El anciano por un segundo temió haberse roto algo y cuando vio que podía moverse, suspiró de alivio o esa fue su intención, pues apenas sacó el aire de sus pulmones, el dolor se extendió como lava por su pecho. Cerró los ojos sucumbiendo a la oscuridad y lo que fuera un suspiro se volvió un quejido. El niño se arrodilló de inmediato y abrazó la cabeza del anciano.
-—¡ Oh abuelo!. ¿Qué te han hecho? ¡Abuelito! -— Gimió el muchacho y las lágrimas bañaron sus mejillas sucias. Los ojos del anciano permanecían cerrados.
De inmediato las risas cesaron y el enorme highlander se encontró a su lado.

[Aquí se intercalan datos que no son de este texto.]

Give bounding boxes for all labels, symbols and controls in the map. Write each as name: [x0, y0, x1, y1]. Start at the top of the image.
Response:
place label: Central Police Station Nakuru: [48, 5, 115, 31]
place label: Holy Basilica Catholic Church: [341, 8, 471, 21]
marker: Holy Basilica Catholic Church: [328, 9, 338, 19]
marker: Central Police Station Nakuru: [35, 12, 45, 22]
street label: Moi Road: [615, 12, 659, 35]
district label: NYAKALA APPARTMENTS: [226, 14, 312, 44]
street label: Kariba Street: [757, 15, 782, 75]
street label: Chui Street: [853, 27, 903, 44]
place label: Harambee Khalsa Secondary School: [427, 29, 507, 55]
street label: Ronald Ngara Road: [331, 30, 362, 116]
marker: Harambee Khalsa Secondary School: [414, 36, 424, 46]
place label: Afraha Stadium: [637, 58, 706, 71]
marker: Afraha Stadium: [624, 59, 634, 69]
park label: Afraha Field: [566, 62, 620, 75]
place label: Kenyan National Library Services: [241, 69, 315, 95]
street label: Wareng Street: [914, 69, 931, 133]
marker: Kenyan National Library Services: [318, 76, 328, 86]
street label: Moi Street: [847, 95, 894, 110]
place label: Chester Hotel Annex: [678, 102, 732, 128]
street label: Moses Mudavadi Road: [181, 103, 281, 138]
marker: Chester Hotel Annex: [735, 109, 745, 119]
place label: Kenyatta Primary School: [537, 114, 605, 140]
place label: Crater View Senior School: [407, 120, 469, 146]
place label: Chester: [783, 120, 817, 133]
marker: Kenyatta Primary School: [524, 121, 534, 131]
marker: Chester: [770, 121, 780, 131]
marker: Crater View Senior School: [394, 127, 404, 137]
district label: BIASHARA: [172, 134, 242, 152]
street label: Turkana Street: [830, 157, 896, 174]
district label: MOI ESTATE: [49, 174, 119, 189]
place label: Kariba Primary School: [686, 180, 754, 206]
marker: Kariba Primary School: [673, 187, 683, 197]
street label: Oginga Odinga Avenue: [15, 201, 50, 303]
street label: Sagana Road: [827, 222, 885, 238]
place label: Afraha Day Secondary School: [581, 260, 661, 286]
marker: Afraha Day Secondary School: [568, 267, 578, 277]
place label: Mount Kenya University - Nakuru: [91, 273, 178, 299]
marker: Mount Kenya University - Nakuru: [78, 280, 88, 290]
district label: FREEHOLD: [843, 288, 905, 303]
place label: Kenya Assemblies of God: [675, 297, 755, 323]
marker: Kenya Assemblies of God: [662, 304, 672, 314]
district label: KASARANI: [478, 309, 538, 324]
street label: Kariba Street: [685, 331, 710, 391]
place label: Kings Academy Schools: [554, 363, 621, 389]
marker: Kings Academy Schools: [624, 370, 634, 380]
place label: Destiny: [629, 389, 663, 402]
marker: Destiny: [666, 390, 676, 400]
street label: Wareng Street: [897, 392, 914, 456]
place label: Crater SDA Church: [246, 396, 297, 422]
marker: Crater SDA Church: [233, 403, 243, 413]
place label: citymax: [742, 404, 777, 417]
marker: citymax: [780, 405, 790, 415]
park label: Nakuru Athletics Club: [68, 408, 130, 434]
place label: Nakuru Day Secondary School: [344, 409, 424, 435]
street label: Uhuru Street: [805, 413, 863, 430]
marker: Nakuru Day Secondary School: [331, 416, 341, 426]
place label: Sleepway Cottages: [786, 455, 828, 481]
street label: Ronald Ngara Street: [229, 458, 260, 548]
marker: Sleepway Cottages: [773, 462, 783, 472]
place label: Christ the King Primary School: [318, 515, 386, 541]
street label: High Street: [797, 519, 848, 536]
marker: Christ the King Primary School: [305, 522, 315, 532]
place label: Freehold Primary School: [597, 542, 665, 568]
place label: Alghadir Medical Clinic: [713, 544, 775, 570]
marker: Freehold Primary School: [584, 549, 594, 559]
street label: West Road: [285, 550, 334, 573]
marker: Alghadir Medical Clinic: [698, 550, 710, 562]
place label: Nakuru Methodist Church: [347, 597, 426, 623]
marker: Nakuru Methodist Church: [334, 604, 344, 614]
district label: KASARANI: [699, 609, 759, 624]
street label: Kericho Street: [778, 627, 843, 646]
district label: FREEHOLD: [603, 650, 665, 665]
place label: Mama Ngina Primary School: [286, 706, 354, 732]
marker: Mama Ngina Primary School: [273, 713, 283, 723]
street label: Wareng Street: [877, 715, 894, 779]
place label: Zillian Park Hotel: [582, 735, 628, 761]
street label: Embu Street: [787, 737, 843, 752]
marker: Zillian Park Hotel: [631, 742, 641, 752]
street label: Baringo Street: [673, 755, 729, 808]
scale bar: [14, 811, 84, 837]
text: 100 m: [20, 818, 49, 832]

-— No lo muevas. -— Dijo Edward con brusquedad apartando de un manotazo la daga de su agarre. A pesar de que el muchacho temblaba aterrorizado, se negó a soltar al anciano. -—. Déjame revisarlo. -— Pidió con voz más suave, logrando que éste le soltara. Recorrió las costillas con tacto experto, con otra mano palpó la espalda y la cabeza. Por último apoyó su oído al pecho de Phil y permaneció escuchando unos instantes. Había un silbeo horrible escapándose en cada respiración.
-— Malditos salvajes. ¿Está… está muerto? -— Sollozó el jovencito.
Edward levantó la vista al rostro infantil que le miraba a unos centímetros. Dos enormes ojos oscuros tras unas pestañas negras y larguísimas le miraban con odio.
-— No está muerto. La caída no fue para tanto. -— Gruñó Edward.
-— Laird. -— Susurró el guerrero que había arrojado al viejo. Edward se volvió un instante y solo se percibió el pulso de sus mandíbulas apretadas, lo que fue suficiente para que éste se apresurara a reanimar al anciano.
Otros guerreros se habían acercado alertados por el grito del muchacho, justo para cuando Edward ya se marchaba.
-— Edward. ¿Qué ocurre? -— Consultó otro de los guerreros de una apariencia totalmente diferente al resto.
-— Nada Jaspe, me llevo al niño para echarle algo de comida a sus huesos mientras tú ves que puedes hacer por el viejo.
-— ¿Está herido? -— Preguntó Jasper abriendo el morral en donde traía sus hierbas curativas.
-— No, pero tampoco le queda mucho tiempo de vida. -— Contestó Edward con sequedad.